:: Problem to solve ::
All lines holding the word "none" are to be copied from the records beneath.

:: Given information ::
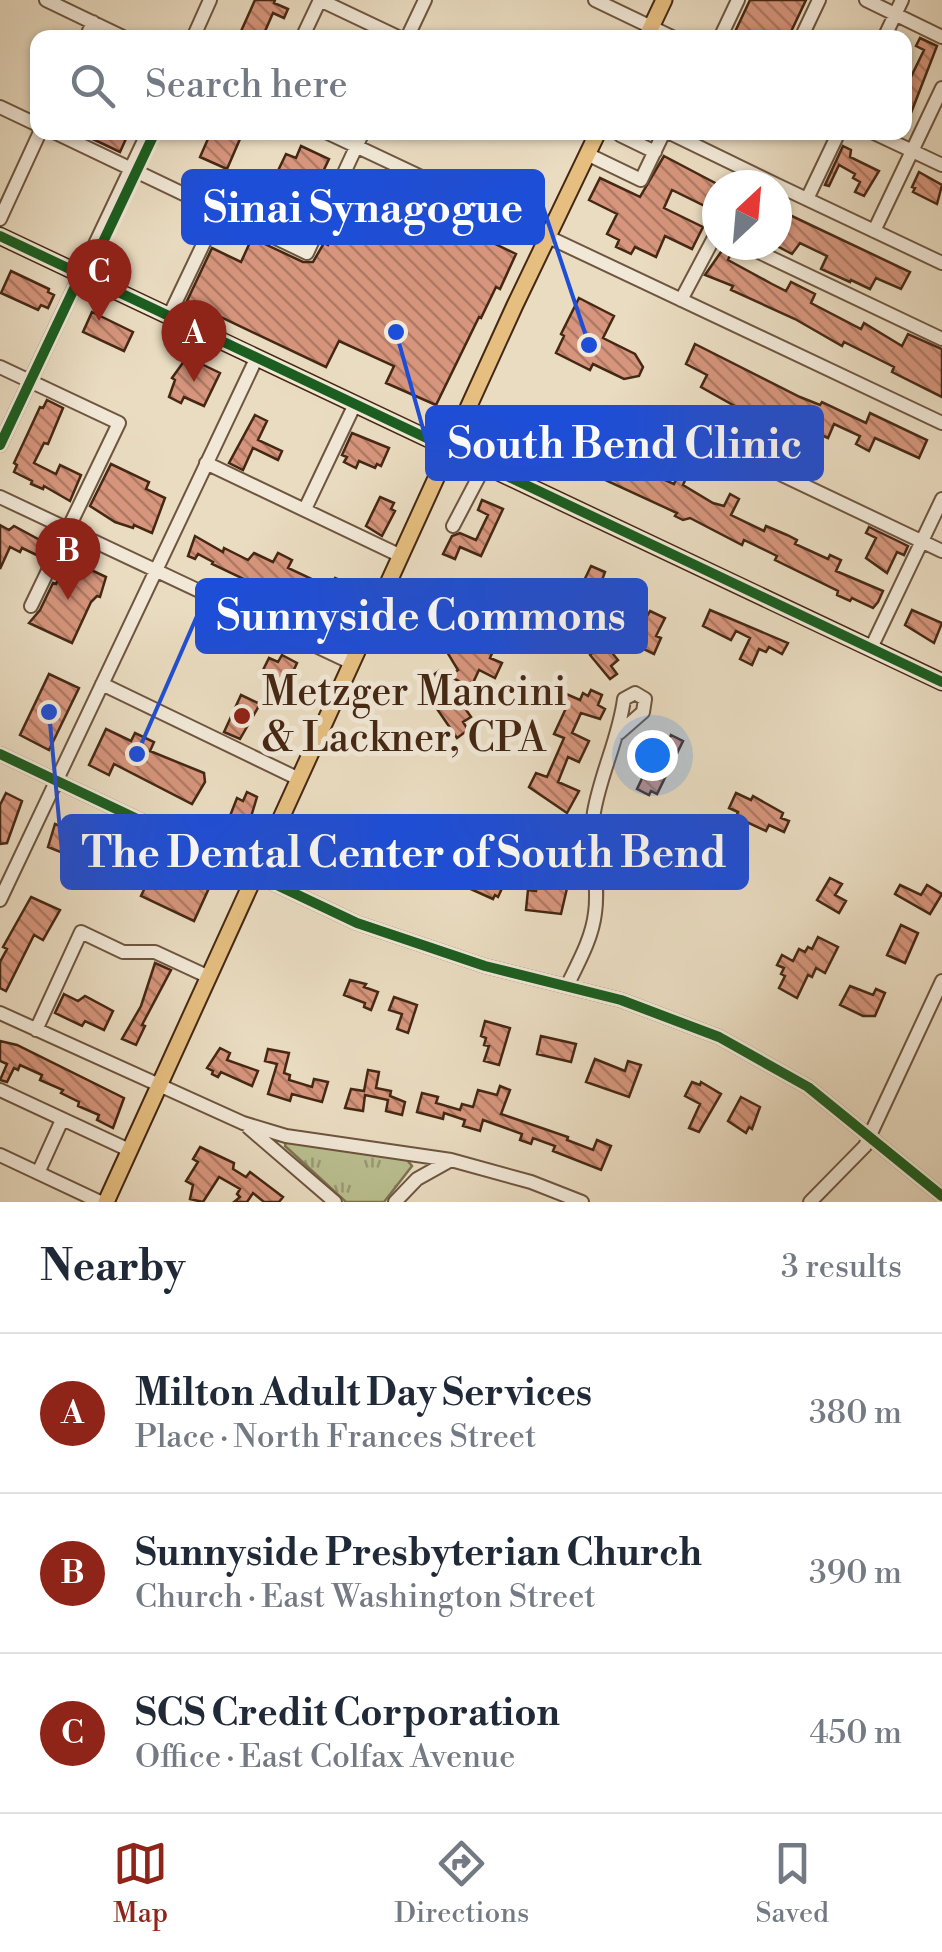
<!DOCTYPE html>
<meta charset="utf-8">
<style>
body{margin:0;font-family:"Libre Bodoni",serif;background:#f2f2f3;color:#1f2937}
.compass{position:absolute;left:702px;top:170px;width:90px;height:90px;border-radius:50%;background:#fff;box-shadow:0 2px 8px #0004;rotate:26deg}
.you{position:absolute;left:652px;top:755px;width:35px;height:35px;margin:-25px;border:8px solid #fff;border-radius:50%;background:#1a73e8;box-shadow:0 0 0 15px #1a73e833}
.badge{display:grid;place-items:center;width:65px;height:65px;border-radius:50%;background:#8f2418;color:#fff;font-size:32px;font-weight:700}
.pin{position:absolute;translate:-50% -82px;filter:drop-shadow(0 2px 5px #0008)}
.pin::after{content:'';position:absolute;top:52px;width:35px;height:30px;background:inherit;clip-path:polygon(0 0,100% 0,50% 100%)}
.list{margin:0;padding:0;list-style:none}
h2{display:flex;justify-content:space-between;align-items:center;height:130px;margin:0;padding:0 40px;font-size:42px}
h2 small{font-size:32px;font-weight:400;color:#747a83}
.list li{display:grid;grid-template-columns:65px 1fr auto;gap:30px;align-items:center;box-sizing:border-box;height:160px;padding:0 40px;border-top:2px solid #e0e1e3}
.list b{display:block;font-size:38px;white-space:nowrap}
.list p{margin:0;font-size:32px;white-space:nowrap;color:#747a83}
.list em{font-size:32px;font-style:normal;color:#747a83}
.icon{flex:none;width:55px;height:55px;fill:none;stroke:currentColor;stroke-width:2;stroke-linecap:round;stroke-linejoin:round}
.map{position:relative;flex:none;width:942px;height:1202px;overflow:hidden}
.search{position:absolute;background:#fff;box-shadow:0 2px 8px #0004;left:30px;right:30px;top:30px;height:110px;display:flex;align-items:center;gap:25px;box-sizing:border-box;padding:0 35px;border-radius:20px;color:#747a83;font-size:38px}
.sheet{height:610px;background:#fff}
nav{display:flex;justify-content:space-around;align-items:center;box-sizing:border-box;height:140px;border-top:2px solid #e0e1e3;background:#fff;font-size:28px;color:#747a83}
nav a{display:grid;justify-items:center;gap:5px}
nav .on{color:#8f2418}
.map>svg:first-child{display:block}
.grass{fill:url(#grass-tufts);stroke:#807452;stroke-width:2.5}
.building{fill:url(#building-back-hatch);stroke:#452814;stroke-width:2.5}
.lines{fill:none;stroke-linecap:round;stroke-linejoin:round}
.minor-casing{stroke:#6e553f;stroke-width:16}
.major-casing{stroke:#452814;stroke-width:19}
.minor{stroke:#f1e8d7;stroke-width:12}
.major{stroke:#e5be80;stroke-width:15}
.cycleway-casing{stroke:#f1e8d7;stroke-width:16}
.cycleway{stroke:#1b5e20;stroke-width:10}
.poi-dot{fill:#8f2418;stroke:#f1e8d7;stroke-width:4}
.labels{text-anchor:middle;dominant-baseline:central;stroke-width:10;stroke-linejoin:round;paint-order:stroke}
.poi-label{font-size:40px;fill:#452814;stroke:#f1e8d7;text-anchor:start}
.leader{fill:none;stroke:#1d4ed8;stroke-width:4}
.callout-dot{fill:#1d4ed8;stroke:#f1e8d7;stroke-width:4}
.callout{fill:#1d4ed8;stroke:#1d4ed8;stroke-width:4}
.callout-label{font-size:42px;text-anchor:middle;font-weight:bold;fill:#fff}
</style>
<div class="map">
<svg width="942" height="1202" viewBox="0 0 942 1202">
<defs>
<pattern id="grass-tufts" width="24" height="20" patternUnits="userSpaceOnUse" patternTransform="scale(2.5)"><rect width="24" height="20" fill="#babf90"/><path d="M3 7l-1-3M5 7V3M7 7l1-3M15 17l-1-3M17 17v-4M19 17l1-3" fill="none" stroke="#999b74"/></pattern>
<pattern id="building-back-hatch" width="6" height="6" patternUnits="userSpaceOnUse" patternTransform="scale(2.5)"><rect width="6" height="6" fill="#d6957c"/><path d="M-1 5l2 2M0 0l6 6M5-1l2 2" fill="none" stroke="#af7a64"/></pattern>
</defs>
<rect width="100%" height="100%" fill="#eadcc1"/>
<filter id="stains"><feTurbulence type="fractalNoise" baseFrequency=".002" numOctaves="4"/><feColorMatrix values="0 0 0 0 .2 0 0 0 0 .09 0 0 0 0 .02 0 0 0 .5 -.17"/></filter>
<radialGradient id="worn" r=".72"><stop offset=".6" stop-color="#630" stop-opacity="0"/><stop offset="1" stop-color="#630" stop-opacity=".3"/></radialGradient>
<path class="grass" d="M286,1142L395,1158L407,1160L412,1166L384,1202H346L285,1146Z"/>
<path class="building" d="M255,0H275L274,3L288,9L284,18L273,13L262,38H238Z
M750,0H806L788,38H742L734,34Z
M920,38L937,46L904,131V79L909,81L924,50L916,46Z
M78,132H129L120,152Z
M211,132H243L227,169L200,157Z
M301,146L329,159L319,180L312,177L306,191L275,177L286,154L296,158Z
M843,146L851,150L850,157L879,171L864,196L855,192L860,182L853,178L855,174L839,165L829,186L825,185Z
M664,156L717,184V212L672,190L664,208L703,227L692,249L665,236L656,257L635,247L631,254L616,247L619,240L607,234L617,214L589,200L600,178L640,197Z
M919,172L942,185L937,204L913,192L915,188L912,187Z
M370,175L484,229L481,237L516,254L500,289L496,287L481,318L479,317L436,405L386,383L394,366L339,341L326,367L187,301L212,248L241,262L252,238L303,262H313L324,243L328,245L332,237L338,238L345,233L346,226L340,219L360,179L367,182Z
M777,209L910,272L901,289L876,278L870,289L851,280L850,282L821,269L827,256L800,243L792,254L777,246Z
M723,249L731,253L728,260L772,284L786,291L791,282L815,294L811,303L861,329L864,323L902,346L908,334L942,349V397L892,372L894,367L844,342L842,346L795,319L731,290L733,286L705,275Z
M11,271L49,289L48,292L54,295L48,308L41,305L38,310L1,293Z
M579,298L614,316L603,338L635,354L643,367L639,376L624,379L593,364L590,370L556,353L564,336L561,334Z
M92,312L133,332L124,351L83,332Z
M695,344L800,397L820,405L822,402L866,423L870,413L927,440L919,458L875,438L869,451L856,444L860,436L834,424L828,438L819,434L816,440L742,410L701,387L707,375L686,364Z
M187,357L220,373L204,406L184,397L181,403L169,397L175,380L172,378Z
M47,400L63,408L48,444L44,443L34,463L56,474L60,465L81,475L70,501L44,486L43,489L31,484L32,481L14,472L17,465L14,463L28,433L40,407L43,408Z
M255,415L267,421L258,440L282,451L278,460L253,448L243,470L229,463Z
M352,433L389,448L381,466L377,464L375,468L359,461L356,468L344,462L347,457L342,455Z
M618,451L628,456L620,473L635,479L640,469L674,484L678,475L686,478L683,485L713,503L724,506L730,494L739,499L731,515L764,531L766,526L787,535L797,540L795,544L828,559L830,555L841,560L836,571L883,591L878,602L873,608L852,598L850,601L837,595L838,591L775,560L777,556L744,540L742,545L690,518L683,520L675,516L677,513L605,480Z
M111,464L149,482L146,489L165,498L152,533L134,525L133,528L115,522L90,506Z
M380,497L394,503L391,509L395,511L382,536L366,526Z
M482,500L503,509L481,556L460,547L455,559L443,554L452,536L460,533L476,540L488,515L478,510Z
M0,525L9,530L14,526L49,545L43,558L22,548L20,552L10,547L0,569Z
M869,527L908,546L904,555L897,552L887,573L866,558L876,538L866,533Z
M195,536L223,552L224,548L248,560L254,553L273,562L278,553L292,560L288,568L314,580L301,606L212,564L213,562L198,554L195,559L188,556Z
M68,559L106,577L100,597L97,596L91,602L72,643L29,623L40,610L53,583L56,584Z
M591,566L605,572L602,580L609,583L605,593L598,590L595,597L580,589Z
M335,578L357,588L348,610L330,601L334,593L328,591Z
M710,610L788,643L782,654L769,647L766,652L759,649L752,665L740,659L750,638L736,631L731,640L703,626Z
M912,610L942,623L934,643L905,625Z
M476,611L497,642L490,658L502,663L495,678L479,670L471,687L449,676L458,670L438,637Z
M650,611L665,618L656,636L661,638L654,654L631,643Z
M604,643L618,660L611,666L617,674L610,679L590,655Z
M282,655L297,663L286,687L270,679L273,674L263,670L269,658L278,662Z
M439,671L471,717L463,722L468,730L457,738L420,684Z
M49,674L79,688L49,750L20,735Z
M591,690L602,695L598,705L605,709L600,719L581,713L572,733L589,741L579,762L568,757L558,782L579,791L567,813L529,787L536,773L547,777L564,738L554,734L567,706L560,703L564,693L580,700L583,693L588,696Z
M241,695L260,704L240,739L224,732Z
M106,729L131,741L135,733L154,742L150,751L204,773L205,782L192,804L114,764L109,775L89,765Z
M671,735L683,741L657,794L651,791L649,795L637,789L657,747L664,750Z
M247,792L257,797L247,830L228,821L237,798L243,801Z
M6,793L22,801L7,843L0,844V805Z
M736,793L751,800L753,796L783,813L781,818L789,821L784,832L769,825L766,831L736,817L738,812L729,808Z
M55,824L88,838L78,859L48,847Z
M456,862L505,882L498,897L495,895L493,899L448,879Z
M156,864L177,873L179,869L191,874L189,879L209,888L194,921L141,896Z
M538,877L552,878L551,883L568,884L561,914L526,910L528,890L536,891Z
M830,878L842,884L835,895L846,901L839,913L817,900Z
M900,885L921,895L927,885L942,894L930,914L895,894Z
M31,897L60,910L43,940L34,935L6,991L0,988V962L7,949L3,947Z
M901,925L918,933L905,963L887,955Z
M818,937L838,947L825,973L816,968L812,977L808,975L797,998L779,988L785,976L781,974L784,968L777,965L782,955L793,961L799,949L805,952L808,947L812,949Z
M155,963L171,970L142,1025L145,1026L136,1045L122,1039L141,1006Z
M350,980L366,984L364,987L378,992L371,1010L364,1007L365,1003L344,995Z
M850,986L873,995L876,989L885,993L875,1016H863L840,1005Z
M64,994L78,1001L85,996L113,1011L104,1030L85,1021L82,1026L55,1013Z
M394,997L417,1005L408,1033L397,1029L402,1014L389,1010Z
M485,1021L510,1028L499,1065L484,1061L489,1046L484,1045L486,1038L481,1036Z
M541,1036L576,1044L571,1062L537,1054Z
M0,1041L17,1045L124,1098L113,1128L97,1120L99,1115L78,1106L79,1102L61,1093L63,1090L40,1080L42,1075L20,1065L18,1070L14,1068L7,1082L0,1080L7,1064L0,1061Z
M220,1048L230,1053L227,1060L258,1071L252,1086L221,1072L218,1077L212,1074L213,1071L207,1068Z
M268,1049L289,1053L284,1073L290,1075L289,1080L312,1087L314,1079L328,1082L322,1102L292,1094L290,1101L268,1094L277,1064L265,1061Z
M595,1059L625,1071L628,1061L641,1065L629,1097L586,1082Z
M368,1070L379,1072L376,1088L391,1091L390,1096L405,1102L402,1115L386,1111L388,1100L365,1095L363,1111L345,1108L351,1089L364,1091Z
M692,1082L700,1085L701,1082L721,1094L699,1132L689,1128L700,1104L685,1096Z
M500,1086L510,1090L501,1114L568,1137L567,1140L593,1150L597,1140L611,1146L601,1170L553,1151L555,1146L533,1138L531,1144L520,1140L522,1134L483,1120L480,1131L463,1126L465,1120L444,1113L443,1119L417,1112L422,1093L438,1097L436,1103L460,1110L462,1104L473,1107L478,1090L497,1095Z
M741,1097L760,1107L752,1129L749,1127L746,1133L728,1121Z
M200,1147L234,1163L233,1169L246,1177L250,1172L283,1197L279,1202H264L253,1193L247,1202H234L240,1197L237,1194L240,1189L219,1177L203,1202L190,1199L193,1185L186,1181L198,1162L193,1159Z"/>
<g class="lines">
<defs>
<path id="minor" d="M46,0L125,38
M320,0L400,38
M595,0L674,38
M866,0L942,37
M86,38L93,22
M193,38L210,0
M302,38L320,0
M407,38L425,0
M720,38L738,0
M801,38L819,0
M884,38L902,0
M0,107L38,125
M54,132L307,253L363,132
M326,132L942,423
M668,132L777,185
M872,132L942,165
M620,135L655,152
M587,154L641,180L664,132
M777,185L942,263
M807,199L839,132
M0,219L40,132
M321,222L336,228
M874,231L942,88
M744,245L942,339
M681,300L717,232
M169,316L219,211
M0,367L119,423L31,606
M675,424L942,551
M0,445L148,132
M206,463L401,556
M0,497L352,663
M305,509L355,404
M453,526L485,465
M871,648L942,499
M102,684L299,779
M0,754L357,923L485,966L621,1000L719,1037L808,1087L942,1196
M0,900L257,357
M567,986C578,963 592,939 595,913C600,879 588,846 594,812C601,772 619,738 624,699L635,693L645,699L643,712L619,733
M0,1013L243,1123L286,1136L451,1160L531,1182L582,1202
M36,1030L81,932L123,952H155L209,977
M0,1090L129,1150
M249,1128L335,1202
M0,1155L100,1202
M38,1173L62,1120
M395,1202L417,1179L451,1160
M810,1202L865,1146L942,981"/>
<path id="major" d="M646,38L664,0
M0,236L942,682
M106,1202L515,305L598,132"/>
</defs>
<use href="#minor" class="minor-casing"/>
<use href="#major" class="major-casing"/>
<use href="#minor" class="minor"/>
<use href="#major" class="major"/>
<defs>
<path id="cycleway" d="M0,236L942,682
M0,445L81,274L94,261L155,132
M0,754L357,923L485,966L621,1000L719,1037L808,1087L942,1196"/>
</defs>
<use href="#cycleway" class="cycleway-casing"/>
<use href="#cycleway" class="cycleway"/>
</g>
<circle class="poi-dot" cx="242" cy="716" r="10"/>
<g class="labels">
<g class="poi-label">
<text x="262" y="693">Metzger Mancini<tspan x="262" dy="46">&amp; Lackner, CPA</tspan></text>
</g>
</g>
<path class="leader" d="M589 345L543 207M396 332L427 443M137 754L197 616M49 712L62 852"/>
<g class="callout-dot">
<circle cx="589" cy="345" r="10"/>
<circle cx="396" cy="332" r="10"/>
<circle cx="137" cy="754" r="10"/>
<circle cx="49" cy="712" r="10"/>
</g>
<g class="callout">
<rect x="183" y="171" width="360" height="72" rx="10"/>
<rect x="427" y="407" width="395" height="72" rx="10"/>
<rect x="197" y="580" width="449" height="72" rx="10"/>
<rect x="62" y="816" width="685" height="72" rx="10"/>
</g>
<g class="callout-label">
<text x="363" y="222">Sinai Synagogue</text>
<text x="625" y="458">South Bend Clinic</text>
<text x="421" y="630">Sunnyside Commons</text>
<text x="404" y="867">The Dental Center of South Bend</text>
</g>
<rect width="100%" height="100%" filter="url(#stains)"/>
<rect width="100%" height="100%" fill="url(#worn)"/>
</svg>
<svg class="compass" viewBox="-18 -18 36 36"><path d="M0-13l5 13h-10z" fill="#e53935"/><path d="M0 13l5-13h-10z" fill="#747a83"/></svg>
<div class="you"></div>
<div class="pin badge" style="left:194px;top:382px">A</div>
<div class="pin badge" style="left:68px;top:600px">B</div>
<div class="pin badge" style="left:99px;top:321px">C</div>
<div class="search"><svg class="icon" aria-label="search" viewBox="0 0 24 24"><circle cx="10" cy="10" r="6"/><path d="M15 15l6 6"/></svg>Search here</div>
</div>
<section class="sheet">
<h2>Nearby<small>3 results</small></h2>
<ul class="list">
<li><span class="badge">A</span><div><b>Milton Adult Day Services</b><p>Place · North Frances Street</p></div><em>380 m</em></li>
<li><span class="badge">B</span><div><b>Sunnyside Presbyterian Church</b><p>Church · East Washington Street</p></div><em>390 m</em></li>
<li><span class="badge">C</span><div><b>SCS Credit Corporation</b><p>Office · East Colfax Avenue</p></div><em>450 m</em></li>
</ul>
</section>
<nav>
<a class="on"><svg class="icon" aria-label="map" viewBox="0 0 24 24"><path d="M3 6l6-2 6 2 6-2v14l-6 2-6-2-6 2zM9 4v14M15 6v14"/></svg>Map</a>
<a><svg class="icon" aria-label="directions" viewBox="0 0 24 24"><path d="M12 3l9 9-9 9-9-9zM9 14v-3h6M13 9l2 2-2 2"/></svg>Directions</a>
<a><svg class="icon" aria-label="saved" viewBox="0 0 24 24"><path d="M7 4h10v16l-5-4-5 4z"/></svg>Saved</a>
</nav>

:: Response to this task ::
.list{margin:0;padding:0;list-style:none}
.icon{flex:none;width:55px;height:55px;fill:none;stroke:currentColor;stroke-width:2;stroke-linecap:round;stroke-linejoin:round}
.map{position:relative;flex:none;width:942px;height:1202px;overflow:hidden}
.lines{fill:none;stroke-linecap:round;stroke-linejoin:round}
.leader{fill:none;stroke:#1d4ed8;stroke-width:4}
<pattern id="grass-tufts" width="24" height="20" patternUnits="userSpaceOnUse" patternTransform="scale(2.5)"><rect width="24" height="20" fill="#babf90"/><path d="M3 7l-1-3M5 7V3M7 7l1-3M15 17l-1-3M17 17v-4M19 17l1-3" fill="none" stroke="#999b74"/></pattern>
<pattern id="building-back-hatch" width="6" height="6" patternUnits="userSpaceOnUse" patternTransform="scale(2.5)"><rect width="6" height="6" fill="#d6957c"/><path d="M-1 5l2 2M0 0l6 6M5-1l2 2" fill="none" stroke="#af7a64"/></pattern>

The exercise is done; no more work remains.